BCL-2-family protein tBID can act as a BAX-like effector of apoptosis

During apoptosis, the BCL-2-family protein tBID promotes mitochondrial permeabilization by activating BAX and BAK and by blocking anti-apoptotic BCL-2 members. Here, we report that tBID can also mediate mitochondrial permeabilization by itself, resulting in release of cytochrome c and mitochondrial DNA, caspase activation, and apoptosis even in absence of BAX and BAK. This previously unrecognized activity of tBID depends on helix 6, homologous to the pore-forming regions of BAX and BAK, and can be blocked by pro-survival BCL-2 proteins. Importantly, tBID-mediated mitochondrial permeabilization independent of BAX and BAK is physiologically relevant for SMAC release in the immune response against Shigella infection. Furthermore, it can be exploited to kill leukaemia cells with acquired venetoclax resistance due to lack of active BAX and BAK. Our findings define tBID as an effector of mitochondrial permeabilization in apoptosis and provide a new paradigm for BCL-2 proteins, with implications for anti-bacterial immunity and cancer therapy.

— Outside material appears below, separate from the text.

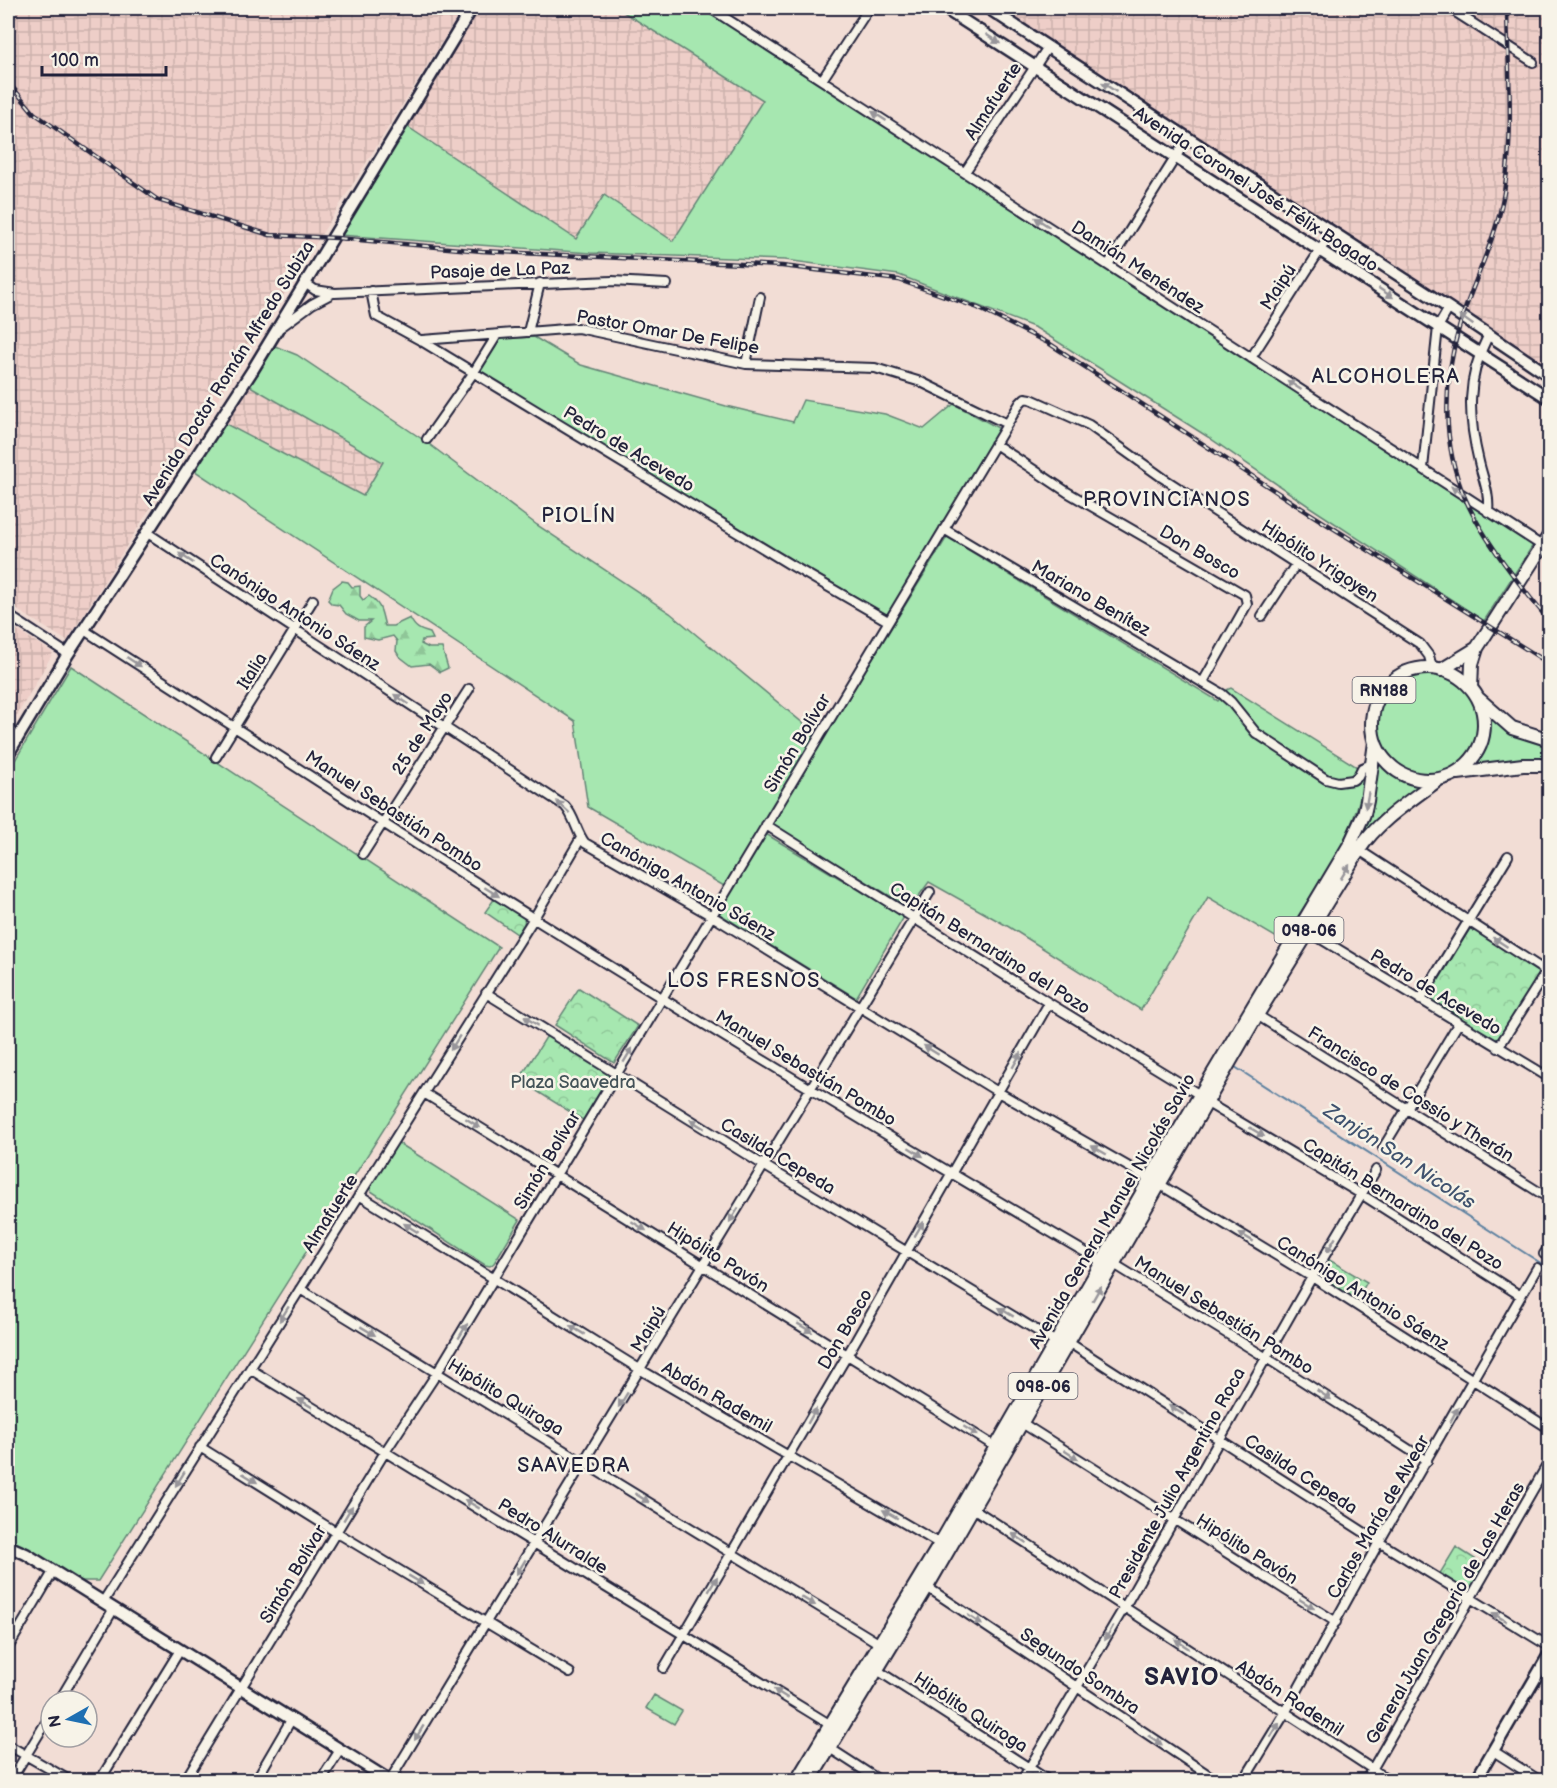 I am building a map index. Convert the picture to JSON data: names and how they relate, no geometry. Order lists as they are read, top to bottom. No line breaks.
{"streets":{"main road":["Avenida Coronel José Félix Bogado","Avenida Doctor Román Alfredo Subiza","RN188","098-06","Avenida General Manuel Nicolás Savio"],"street":["Almafuerte","Damián Menéndez","Pasaje de La Paz","Maipú","Pastor Omar De Felipe","Pedro de Acevedo","Don Bosco","Hipólito Yrigoyen","Mariano Benítez","Canónigo Antonio Sáenz","Italia","25 de Mayo","Simón Bolívar","Manuel Sebastián Pombo","Capitán Bernardino del Pozo","Francisco de Cossío y Therán","Casilda Cepeda","Hipólito Pavón","Hipólito Quiroga","Abdón Rademil","Presidente Julio Argentino Roca","Carlos María de Alvear","Pedro Alurralde","General Juan Gregorio de Las Heras","Segundo Sombra"]},"crossings":[["Almafuerte","Avenida Coronel José Félix Bogado"],["Almafuerte","Damián Menéndez"],["Almafuerte","Canónigo Antonio Sáenz"],["Almafuerte","Manuel Sebastián Pombo"],["Almafuerte","Casilda Cepeda"],["Almafuerte","Hipólito Pavón"],["Almafuerte","Hipólito Quiroga"],["Almafuerte","Abdón Rademil"],["Almafuerte","Pedro Alurralde"],["Avenida Coronel José Félix Bogado","Maipú"],["Damián Menéndez","Maipú"],["Damián Menéndez","Avenida General Manuel Nicolás Savio"],["Pasaje de La Paz","Avenida Doctor Román Alfredo Subiza"],["Pasaje de La Paz","Pedro de Acevedo"],["Maipú","Canónigo Antonio Sáenz"],["Maipú","Manuel Sebastián Pombo"],["Maipú","Capitán Bernardino del Pozo"],["Maipú","Casilda Cepeda"],["Maipú","Hipólito Pavón"],["Maipú","Hipólito Quiroga"],["Maipú","Abdón Rademil"],["Maipú","Pedro Alurralde"],["Pastor Omar De Felipe","Pedro de Acevedo"],["Pastor Omar De Felipe","Simón Bolívar"],["Avenida Doctor Román Alfredo Subiza","Canónigo Antonio Sáenz"],["Avenida Doctor Román Alfredo Subiza","Manuel Sebastián Pombo"],["Pedro de Acevedo","Simón Bolívar"],["Pedro de Acevedo","Avenida General Manuel Nicolás Savio"],["Don Bosco","Mariano Benítez"],["Don Bosco","Canónigo Antonio Sáenz"],["Don Bosco","Simón Bolívar"],["Don Bosco","Manuel Sebastián Pombo"],["Don Bosco","Capitán Bernardino del Pozo"],["Don Bosco","Casilda Cepeda"],["Don Bosco","Hipólito Pavón"],["Don Bosco","Hipólito Quiroga"],["Don Bosco","Abdón Rademil"],["Don Bosco","Pedro Alurralde"],["Hipólito Yrigoyen","RN188"],["Hipólito Yrigoyen","Simón Bolívar"],["Hipólito Yrigoyen","Avenida General Manuel Nicolás Savio"],["Mariano Benítez","Simón Bolívar"],["Mariano Benítez","Avenida General Manuel Nicolás Savio"],["Canónigo Antonio Sáenz","Italia"],["Canónigo Antonio Sáenz","25 de Mayo"],["Canónigo Antonio Sáenz","Simón Bolívar"],["Canónigo Antonio Sáenz","Avenida General Manuel Nicolás Savio"],["Canónigo Antonio Sáenz","Presidente Julio Argentino Roca"],["Canónigo Antonio Sáenz","Carlos María de Alvear"],["Italia","Manuel Sebastián Pombo"],["RN188","Avenida General Manuel Nicolás Savio"],["25 de Mayo","Manuel Sebastián Pombo"],["Simón Bolívar","Manuel Sebastián Pombo"],["Simón Bolívar","Capitán Bernardino del Pozo"],["Simón Bolívar","Casilda Cepeda"],["Simón Bolívar","Hipólito Pavón"],["Simón Bolívar","Hipólito Quiroga"],["Simón Bolívar","Abdón Rademil"],["Simón Bolívar","Pedro Alurralde"],["Manuel Sebastián Pombo","Avenida General Manuel Nicolás Savio"],["Manuel Sebastián Pombo","Presidente Julio Argentino Roca"],["Manuel Sebastián Pombo","Carlos María de Alvear"],["Capitán Bernardino del Pozo","Avenida General Manuel Nicolás Savio"],["Capitán Bernardino del Pozo","Presidente Julio Argentino Roca"],["Capitán Bernardino del Pozo","Carlos María de Alvear"],["Francisco de Cossío y Therán","Avenida General Manuel Nicolás Savio"],["Casilda Cepeda","Avenida General Manuel Nicolás Savio"],["Casilda Cepeda","Presidente Julio Argentino Roca"],["Casilda Cepeda","Carlos María de Alvear"],["Casilda Cepeda","General Juan Gregorio de Las Heras"],["Avenida General Manuel Nicolás Savio","Hipólito Pavón"],["Avenida General Manuel Nicolás Savio","Hipólito Quiroga"],["Avenida General Manuel Nicolás Savio","Abdón Rademil"],["Avenida General Manuel Nicolás Savio","Pedro Alurralde"],["Avenida General Manuel Nicolás Savio","Segundo Sombra"],["Hipólito Pavón","Presidente Julio Argentino Roca"],["Hipólito Pavón","Carlos María de Alvear"],["Hipólito Quiroga","Presidente Julio Argentino Roca"],["Abdón Rademil","Presidente Julio Argentino Roca"],["Abdón Rademil","Carlos María de Alvear"],["Abdón Rademil","General Juan Gregorio de Las Heras"],["Presidente Julio Argentino Roca","Segundo Sombra"]],"one_way":["Almafuerte","Damián Menéndez","Maipú","Canónigo Antonio Sáenz","Manuel Sebastián Pombo","Casilda Cepeda","Hipólito Pavón","Hipólito Quiroga","Abdón Rademil","Pedro Alurralde","Segundo Sombra"],"districts":["ALCOHOLERA","PROVINCIANOS","PIOLÍN","LOS FRESNOS","SAAVEDRA","SAVIO"],"water":["Zanjón San Nicolás"],"parks":["Plaza Saavedra"],"scale_bar":"100 m","north":"left"}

在细胞凋亡过程中，BCL-2家族蛋白tBID可通过激活BAX与BAK，并拮抗抗凋亡BCL-2家族成员，从而促进线粒体通透化。本研究发现，tBID亦可独立介导线粒体通透化：即使在BAX与BAK缺失的情况下，仍可诱导细胞色素c与线粒体DNA释放、激活半胱天冬酶（caspase），并最终引发细胞凋亡。tBID的这一此前未被识别的活性依赖于其第6螺旋结构域——该结构域与BAX、BAK的孔形成区域同源——且可被促存活BCL-2家族蛋白所阻断。值得注意的是，不依赖BAX与BAK的tBID介导的线粒体通透化，在抗志贺氏菌（Shigella）感染的免疫应答中，对于SMAC的释放具有生理相关性。此外，该活性可被用于靶向杀灭因功能性BAX与BAK缺失而获得维奈克拉（venetoclax）耐药性的白血病细胞。本研究将tBID确立为细胞凋亡过程中线粒体通透化的效应分子，并为BCL-2家族蛋白的功能机制提供了全新范式，其研究结果对抗菌免疫与肿瘤治疗领域均具有重要启示意义。